Não se julgue, porém, que por uti­lizar uma or­questra subs­tan­ci­al­mente mais pe­quena Mo­zart fica atrás de Be­ethoven no plano dos efeitos es­té­tico-emo­ci­o­nais ob­tidos. A sin­fonia em Sol menor, a pe­núl­tima da lavra do Mú­sico de Salz­burg, é aquilo a que cos­tumo chamar um cume es­té­tico. É, desde logo pela sua pro­fun­di­dade dra­má­tica e emo­ci­onal, uma das obras mais ad­mi­rá­veis ja­mais com­postas. Se, no geral, os psi­qui­a­tras e psi­có­logos no ac­tivo ti­vessem maior cul­tura mu­sical, estou em crer que seria ha­bi­tual vê-los uti­lizar esta par­ti­tura como forma de abordar com os seus pa­ci­entes o com­plexo pro­blema da vi­vência/​gestão das emo­ções nas pro­fun­dezas do eu sin­gular, assim como no quadro das re­la­ções in­ter­sub­jec­tivas. Pelo meu lado, como fi­ló­sofo, tenho pro­cu­rado uti­lizar esta obra como factor de me­lho­ra­mento da vida con­creta dos seres hu­manos, pois é essa a prin­cipal função da fi­lo­sofia: pro­por­ci­onar bem-estar; gerar aquilo a que os fran­ceses, go­zando do charme do seu idioma, chamam le bo­nheur.
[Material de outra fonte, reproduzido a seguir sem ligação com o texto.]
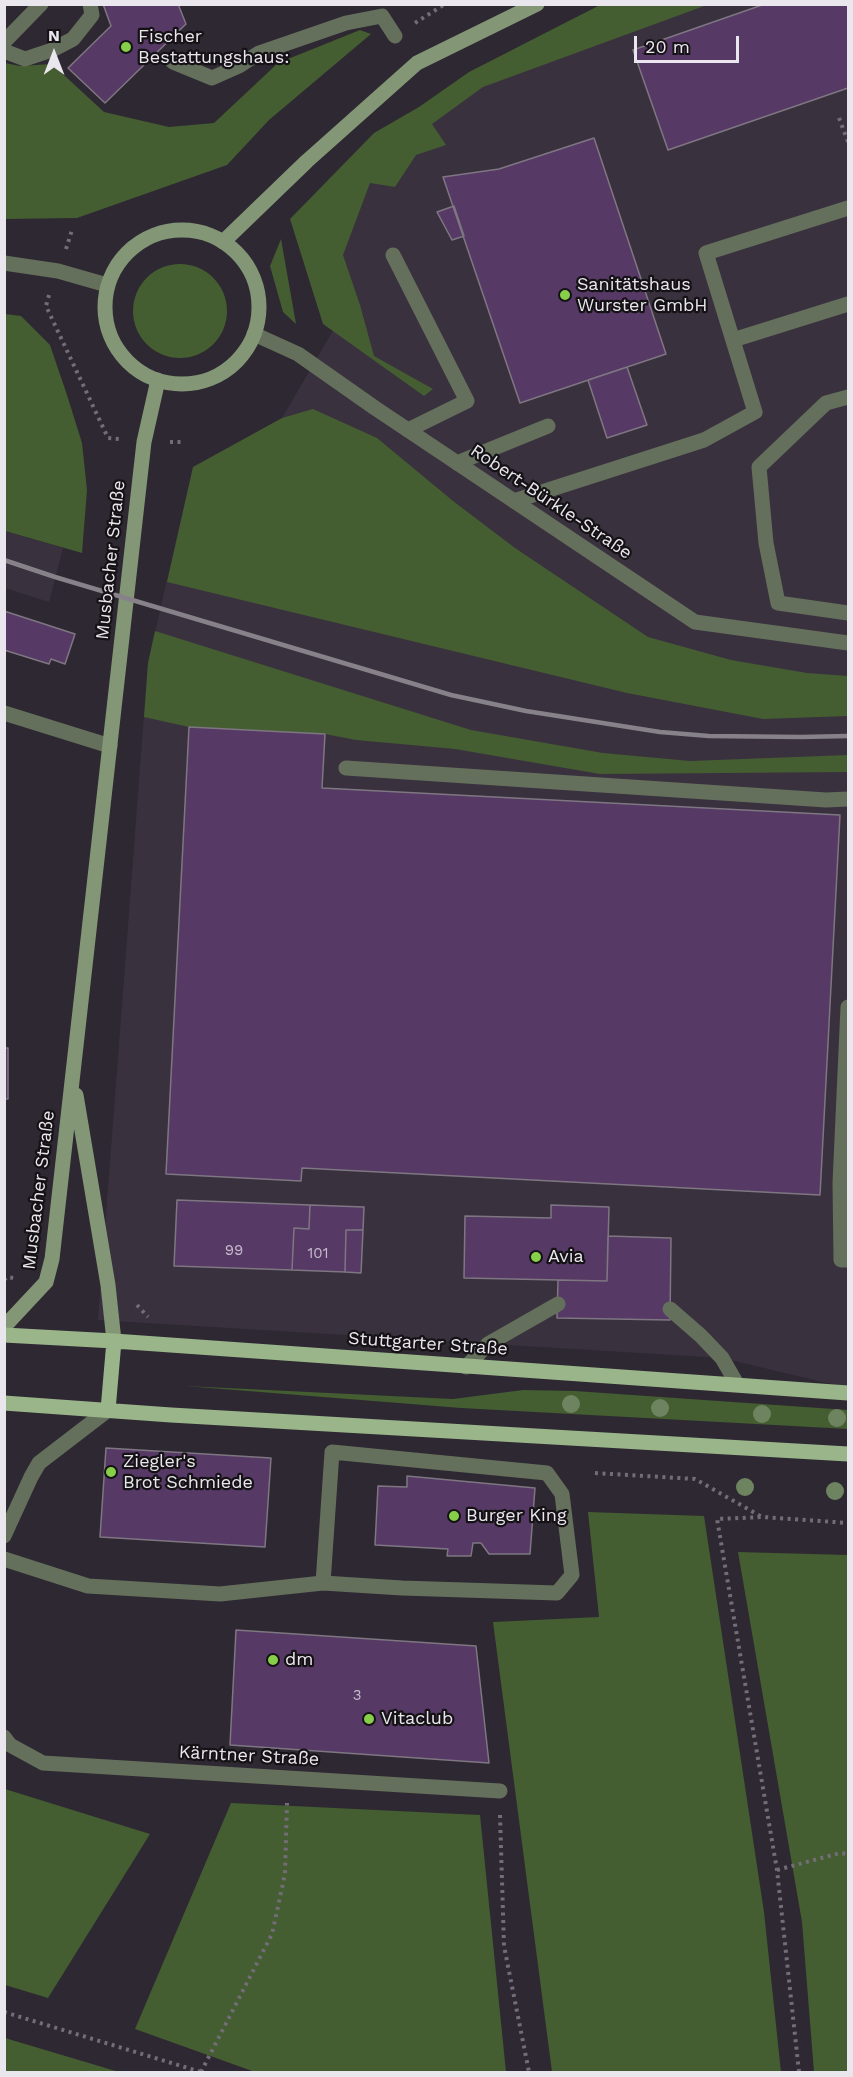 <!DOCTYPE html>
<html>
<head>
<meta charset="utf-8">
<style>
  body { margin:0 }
  #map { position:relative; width:853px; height:2077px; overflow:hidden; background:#2e2832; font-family:"Work Sans",sans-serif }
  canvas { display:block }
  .frame { position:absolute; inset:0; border:6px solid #eae6ed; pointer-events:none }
  .north { position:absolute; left:24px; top:24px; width:60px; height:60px; -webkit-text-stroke:4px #151216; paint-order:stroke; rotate:0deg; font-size:16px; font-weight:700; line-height:24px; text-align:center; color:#eae6ed }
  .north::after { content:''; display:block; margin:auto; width:21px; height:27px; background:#eae6ed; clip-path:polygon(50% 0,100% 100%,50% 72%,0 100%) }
  .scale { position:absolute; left:634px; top:36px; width:105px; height:27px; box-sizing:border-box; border:3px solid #eae6ed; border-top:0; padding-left:8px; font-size:18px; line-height:21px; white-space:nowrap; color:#eae6ed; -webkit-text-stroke:4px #151216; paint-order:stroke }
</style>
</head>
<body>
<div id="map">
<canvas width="853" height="2077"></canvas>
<div class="frame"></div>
<div class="north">N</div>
<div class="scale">20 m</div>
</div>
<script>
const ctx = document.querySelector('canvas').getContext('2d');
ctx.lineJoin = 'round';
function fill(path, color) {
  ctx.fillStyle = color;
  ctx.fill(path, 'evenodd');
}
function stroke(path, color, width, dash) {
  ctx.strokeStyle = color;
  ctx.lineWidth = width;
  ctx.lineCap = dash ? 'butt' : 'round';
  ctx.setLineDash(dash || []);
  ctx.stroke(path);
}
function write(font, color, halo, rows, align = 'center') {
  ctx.font = font + ' "Work Sans",sans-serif';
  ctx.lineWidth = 4.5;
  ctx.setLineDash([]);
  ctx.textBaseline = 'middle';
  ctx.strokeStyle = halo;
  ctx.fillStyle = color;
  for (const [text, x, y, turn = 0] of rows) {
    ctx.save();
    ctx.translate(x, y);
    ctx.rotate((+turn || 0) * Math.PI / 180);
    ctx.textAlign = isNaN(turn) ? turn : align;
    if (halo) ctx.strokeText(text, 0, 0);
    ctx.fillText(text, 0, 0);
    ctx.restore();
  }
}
const built = new Path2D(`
  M688,5H848V1388L722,1358L98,1320L148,663L193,467L282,418L348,305L313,220L479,76Z
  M4,531L63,548L49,602L5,588Z`);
const green = new Path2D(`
  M600,5H707L483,87L432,124L446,145L416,155L395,187L370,183L343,255L360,305L374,356L433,389L424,396L323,324L290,219L374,133L419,107L469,72Z
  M360,30L371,34L269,120L227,165L77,218L5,219V63L20,66L52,64L104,112L169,127L214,123L278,63Z
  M281,239L296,324L283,312L270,266Z
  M133 311a47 47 0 1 1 94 0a47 47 0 1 1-94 0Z
  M5,314L21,316L50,345L67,395L82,443L87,490L82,553L5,531Z
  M313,409L377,438L453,501L515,548L648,637L731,660L807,673L848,676V716L763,719L627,693L167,582L193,467L282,418Z
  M155,631L471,730L603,753L690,761L848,755V772L600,774L455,749L356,740L325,734L189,727L144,717L148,663Z
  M185,1386L453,1399L523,1390L575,1391L848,1410V1429L461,1408Z
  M588,1512L704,1516L764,1912L781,2072H552L493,1622L599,1617Z
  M738,1552L848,1555V2072H814L802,1922Z
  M5,1789L150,1834L48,1998L5,1985Z
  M231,1803L480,1815L506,2072H255L135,2029Z
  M5,2038L119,2072H5Z`);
const building = new Path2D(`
  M103,4H178L186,24L105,103L68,68L111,26Z
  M765,4H848V88L668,150L633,50Z
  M594,138L666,354L520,403L443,177L499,169Z
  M454,206L464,236L452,240L437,212Z
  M627,367L647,425L607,438L588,380Z
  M4,611L75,634L65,664L51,659L49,664L4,650Z
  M189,727L325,734L322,788L840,815L820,1195L302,1168L301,1181L166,1174Z
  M4,1048H8V1099H4Z
  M177,1200L310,1205L309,1229L294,1228L292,1270L174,1266Z
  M310,1205L364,1207L363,1230H346L345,1272L292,1270L294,1228L309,1229Z
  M551,1205L609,1207L607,1281L464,1278L465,1216L551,1218Z
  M346,1230H363L361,1273L345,1272Z
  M608,1236L671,1238L670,1320L557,1318L558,1280L607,1281Z
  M106,1448L271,1458L265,1547L100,1537Z
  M407,1476L535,1488L530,1554H489L481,1543H473L471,1556H447L448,1549L375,1545L378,1486L407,1487Z
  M236,1630L476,1646L489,1763L230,1745Z`);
const path = new Path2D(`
  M415,23L445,4
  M839,118L848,142
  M66,249L72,230
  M49,295L46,306L108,438L120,439
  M170,442H181
  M4,1280L7,1277L14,1278
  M137,1305L148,1317
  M595,1473L695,1479L762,1517
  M500,1815L504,1946L529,2072
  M777,1870L840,1853L848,1854
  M4,2012L201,2072
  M201,2072L272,1934L285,1874L287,1803
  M799,2072L777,1870L717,1519L763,1517L848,1523`);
const lane = new Path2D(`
  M4,42L41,4
  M4,51L25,59L52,50L73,39L92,15L90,4
  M173,62L212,78L239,66L259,53L346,23L382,16L395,36
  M393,255L467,401L408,430
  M733,340L848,304
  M848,397L826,403L759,467L766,543L778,603L848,613
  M457,463L548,426
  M514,501L704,440L755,412L706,253L848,208
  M346,768L826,800L848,799
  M848,1007L840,1183L841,1260H848
  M670,1309L701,1336L722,1358L737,1384
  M466,1367L488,1344L558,1304
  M4,1559L88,1586L220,1594L323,1583L402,1588L557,1593L572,1575L562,1494L547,1473L332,1452L323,1583`);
const street = new Path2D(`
  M4,263L58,271L107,285
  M254,334L298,354L375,408L695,622L848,643
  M4,713L110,746
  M4,1536L31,1477L39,1463L108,1410
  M4,1737L10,1745L43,1763L500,1791`);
const secondary = new Path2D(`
  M105 307a77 77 0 1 1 154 0a77 77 0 1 1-154 0Z
  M223,242L307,161L417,63L537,4
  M76,1095L108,1285L114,1341
  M4,1327L46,1282L52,1259L144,442L158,380`);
const primary = new Path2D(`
  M4,1335L114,1341L848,1393
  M4,1403L171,1415L848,1454
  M108,1410L114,1341`);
const rail = new Path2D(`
  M4,560L55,577L451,695L526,711L660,732L709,736L801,737L848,736`);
const trees = [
  [571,1404],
  [660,1408],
  [762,1414],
  [837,1418],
  [745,1487],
  [835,1491]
];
const markers = [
  [126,47,6,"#88cf49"],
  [565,295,6,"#88cf49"],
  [536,1257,6,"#88cf49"],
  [111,1472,6,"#88cf49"],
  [454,1516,6,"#88cf49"],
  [273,1660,6,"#88cf49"],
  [369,1719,6,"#88cf49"]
];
const numberNames = [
  ["99",234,1251],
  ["101",318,1254],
  ["3",357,1696]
];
const poiNames = [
  ["Fischer",138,37],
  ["Bestattungshaus:",138,58],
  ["Sanitätshaus",577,285],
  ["Wurster GmbH",577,306],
  ["Avia",548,1257],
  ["Ziegler's",123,1462],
  ["Brot Schmiede",123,1483],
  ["Burger King",466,1516],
  ["dm",285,1660],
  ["Vitaclub",381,1719]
];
const streetNames = [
  ["Robert-Bürkle-Straße",551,502,34],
  ["Musbacher Straße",111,560,-84],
  ["Musbacher Straße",39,1190,-83],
  ["Stuttgarter Straße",428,1344,4],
  ["Kärntner Straße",249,1756,3]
];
fill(built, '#3a313f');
fill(green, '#445d31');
fill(building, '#563965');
stroke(building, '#7e7782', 1.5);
stroke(path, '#726d76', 4, [3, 4.5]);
stroke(lane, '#64705b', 15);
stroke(street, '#64705b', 15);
stroke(secondary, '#839776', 15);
stroke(primary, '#9bb58a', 15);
stroke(rail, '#87828a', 4.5);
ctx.fillStyle = '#6e835f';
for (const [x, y] of trees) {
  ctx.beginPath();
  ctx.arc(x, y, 9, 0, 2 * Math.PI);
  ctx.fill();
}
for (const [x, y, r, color] of markers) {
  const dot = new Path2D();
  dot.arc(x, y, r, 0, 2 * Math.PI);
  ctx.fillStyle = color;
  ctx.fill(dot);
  stroke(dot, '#151216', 2);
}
write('15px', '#c5bbcb', null, numberNames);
write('18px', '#eae6ed', '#151216', poiNames, 'left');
write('18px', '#eae6ed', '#151216', streetNames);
</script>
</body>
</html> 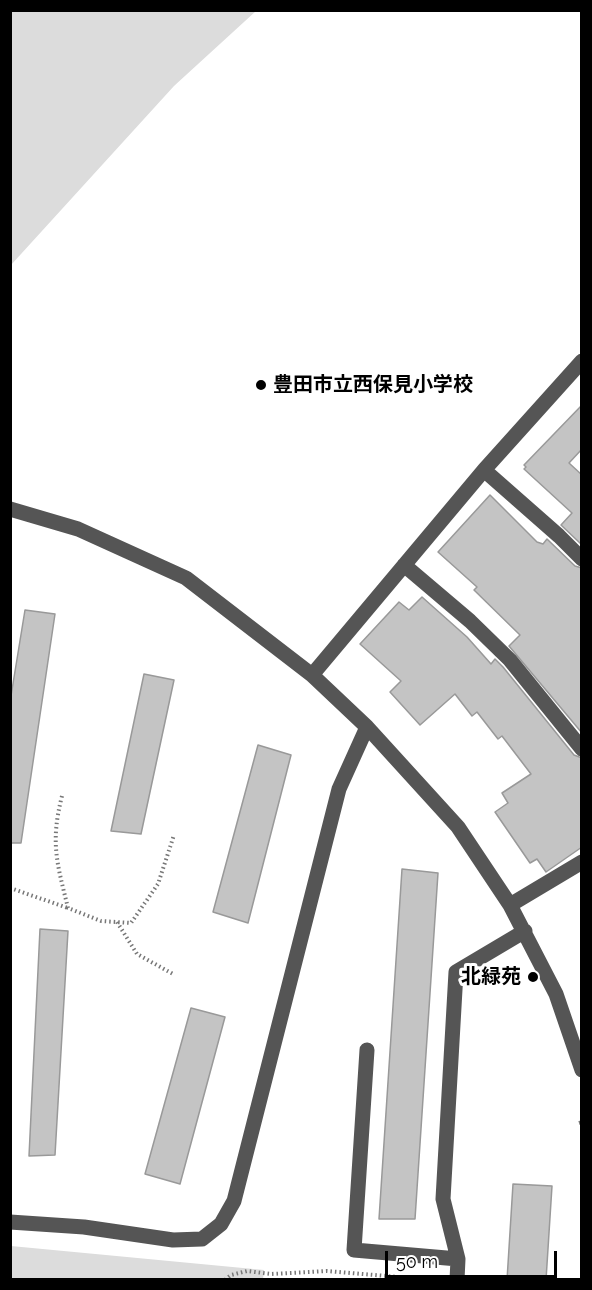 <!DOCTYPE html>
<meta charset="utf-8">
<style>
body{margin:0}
#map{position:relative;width:592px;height:1290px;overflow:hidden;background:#fff;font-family:Raleway,sans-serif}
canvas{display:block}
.frame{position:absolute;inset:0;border:12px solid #000;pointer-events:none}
.scale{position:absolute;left:385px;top:1251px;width:172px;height:27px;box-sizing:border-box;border:3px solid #000;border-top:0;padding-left:8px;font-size:18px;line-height:21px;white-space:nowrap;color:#000;-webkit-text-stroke:4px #fff;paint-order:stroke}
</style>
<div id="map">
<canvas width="592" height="1290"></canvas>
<div class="frame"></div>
<div class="scale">50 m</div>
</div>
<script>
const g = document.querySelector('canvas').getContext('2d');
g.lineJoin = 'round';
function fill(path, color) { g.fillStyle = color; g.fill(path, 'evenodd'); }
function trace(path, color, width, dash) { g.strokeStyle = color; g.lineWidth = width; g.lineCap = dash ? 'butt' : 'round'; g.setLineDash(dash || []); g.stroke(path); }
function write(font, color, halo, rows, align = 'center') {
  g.font = font + ' Raleway,"Noto Sans JP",sans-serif'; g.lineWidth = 6; g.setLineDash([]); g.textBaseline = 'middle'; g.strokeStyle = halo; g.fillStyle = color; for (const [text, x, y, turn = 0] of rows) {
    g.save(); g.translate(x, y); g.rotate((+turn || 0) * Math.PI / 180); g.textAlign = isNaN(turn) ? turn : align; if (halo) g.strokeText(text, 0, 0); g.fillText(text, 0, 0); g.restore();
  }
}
const green = new Path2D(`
 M11,10L256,11L174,86L11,265Z
 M11,1246L264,1270L263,1279H11Z`);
const building = new Path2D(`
 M582,405V449L569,463L582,475V545L561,525L572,513L524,469L526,467L524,465Z
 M490,495L537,542L543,544L547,539L575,566L582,568V733L509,646L520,635L474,590L477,587L438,552Z
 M422,597L467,637L491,664L495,659L503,667L574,755L582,758V847L546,872L537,859L530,863L495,812L508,803L502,793L531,774L502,736L498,739L477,712L472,716L455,694L420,725L390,692L401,681L360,644L399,602L409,610Z
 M25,610L55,614L21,843H10V702Z
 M144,674L174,680L141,834L111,831Z
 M258,745L291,755L248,923L213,912Z
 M402,869L438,873L415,1219H379Z
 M40,929L68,931L55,1155L29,1156Z
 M191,1008L225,1017L180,1184L145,1174Z
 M513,1184L552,1186L546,1280H507Z`);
const path = new Path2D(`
 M62,796C50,843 57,863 68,908L101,921L131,923L158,884L174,835
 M10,888L68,908
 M117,922L137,954L173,974
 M579,1123L582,1122
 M225,1280L231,1275L247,1271L271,1274L327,1271L435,1280`);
const minor = new Path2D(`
 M484,470L559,536L582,559
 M10,509L78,529L186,578L312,675L367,727L458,827L510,905L556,994L582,1070
 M404,565L470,621L510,660L582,749
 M312,675L484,470L582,361
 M510,905L582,862
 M367,1050L354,1250L458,1259
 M10,1222L84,1227L173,1240L202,1239L221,1224L234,1201L339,789L367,727
 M457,1280L458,1259L443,1199L456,972L525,931`);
const markers = [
 [261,385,6,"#000"],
 [533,977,6,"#000"]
];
const poiNames = [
 ["豊田市立西保見小学校",273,385],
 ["北緑苑",521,977,"right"]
];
fill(green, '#dcdcdc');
fill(building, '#c4c4c4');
trace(building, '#999', 1.5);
trace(path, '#777', 4, [1.5, 3]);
trace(minor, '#555', 15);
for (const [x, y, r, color] of markers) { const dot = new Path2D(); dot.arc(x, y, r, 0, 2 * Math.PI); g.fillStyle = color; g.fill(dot); trace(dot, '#fff', 2); }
write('bold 20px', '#000', '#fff', poiNames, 'left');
</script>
Es­cutem com a má­xima atenção e sintam como a an­gústia hu­mana é mu­si­cal­mente tra­du­zida, como é es­pe­lhada em subtil har­monia mu­sical logo a partir dos pri­meiros com­passos. O tema do An­dante (2º an­da­mento) não é menos in­tenso. É mais uma pá­gina pun­gente. E não se deixem iludir pela energia do alegro assai final que pode pa­recer anular as ten­sões num mo­vi­mento de li­ber­tação, de aban­dono da an­si­e­dade, da an­gústia, do medo lan­ci­nantes. No de­sen­vol­vi­mento, neste an­da­mento final, Mo­zart cria ex­tra­or­di­ná­rios efeitos de tensão dra­má­tica que nos des­lum­bram ao mesmo tempo que nos co­movem pro­fun­da­mente.

Que teria feito este tão ex­tra­or­di­nário Wolf­gang se ti­vesse po­dido es­cutar a “He­róica”? Uma ex­ci­tante du­bi­ta­tiva que de modo re­cor­rente me as­salta a alma.